Le musée des horreurs de la gauche, épisode 6
Une vache sacrée contemporaine est la célèbre "révolution des oeillets", qui renversa le pouvoir salazariste en 1974. Généralement, elle est présentée comme un grand moment de la liberté en Europe. En vérité, cet événement a fait passer une dictature de droite à la gauche de la Grande-Bretagne travailliste d’alors, ce qui n’est pas peu dire. Car le putsch des joviaux militaires "progressistes" lusitaniens était en réalité téléguidé par le parti communiste, en la personne d’Alvaro Cunhal. Celui-ci revint, au demeurant, rapidement d’exil... qu’il avait passé non seulement en France, mais surtout en URSS - patrie d’adoption où il avait sans doute passé beaucoup de temps à méditer sur les vertus présumées du "centralisme démocratique" comme remède à la dictature conservatrice en vigueur dans son pays natal...
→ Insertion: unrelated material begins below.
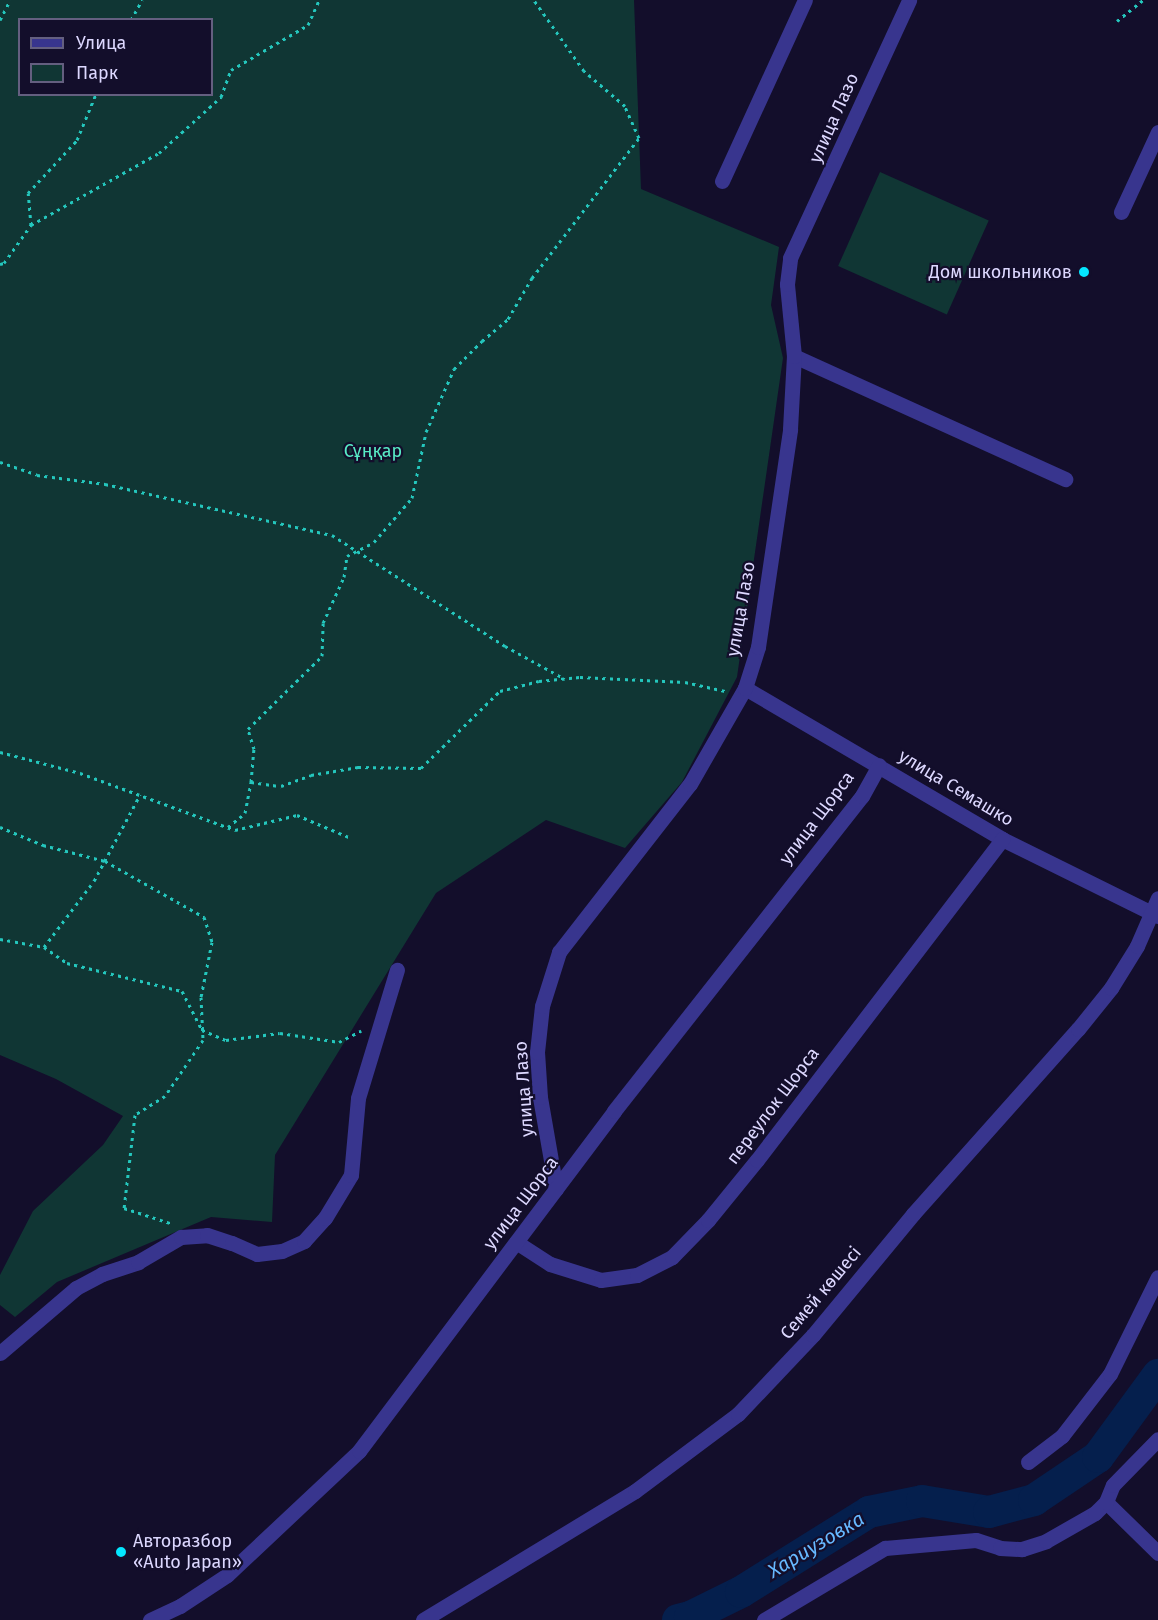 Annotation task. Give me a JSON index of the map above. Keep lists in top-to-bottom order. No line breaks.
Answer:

Après leur victoire, les militaires créèrent un "comité révolutionnaire de salut national" visant à imposer le diktat marxiste aux autres partis. Bien évidemment, ils accusèrent les grincheux qui osaient contester leurs objectifs d’être des séditieux, des fascistes et des nostalgiques de la PIDE (police politique de Salazar, dont les archives servirent ensuite aux putschistes d’extrême gauche pour contrôler la population). Les bolcheviques sont décidément d’un prévisible ! Par une étrange coïncidence, les anciennes colonies - le Mozambique et l’Angola - furent quasiment au même moment livrées aux factions marxistes...
Certes, quelques années plus tard, en 1979, c’est un parti de centre-droit qui gagna les élections. Mais, entre-temps, une Constitution flambant neuve avait été adoptée. Elle vaut la peine d’être examinée pour apprécier le caractère "libéral" de la jeune démocratie portugaise d’il y a trente ans.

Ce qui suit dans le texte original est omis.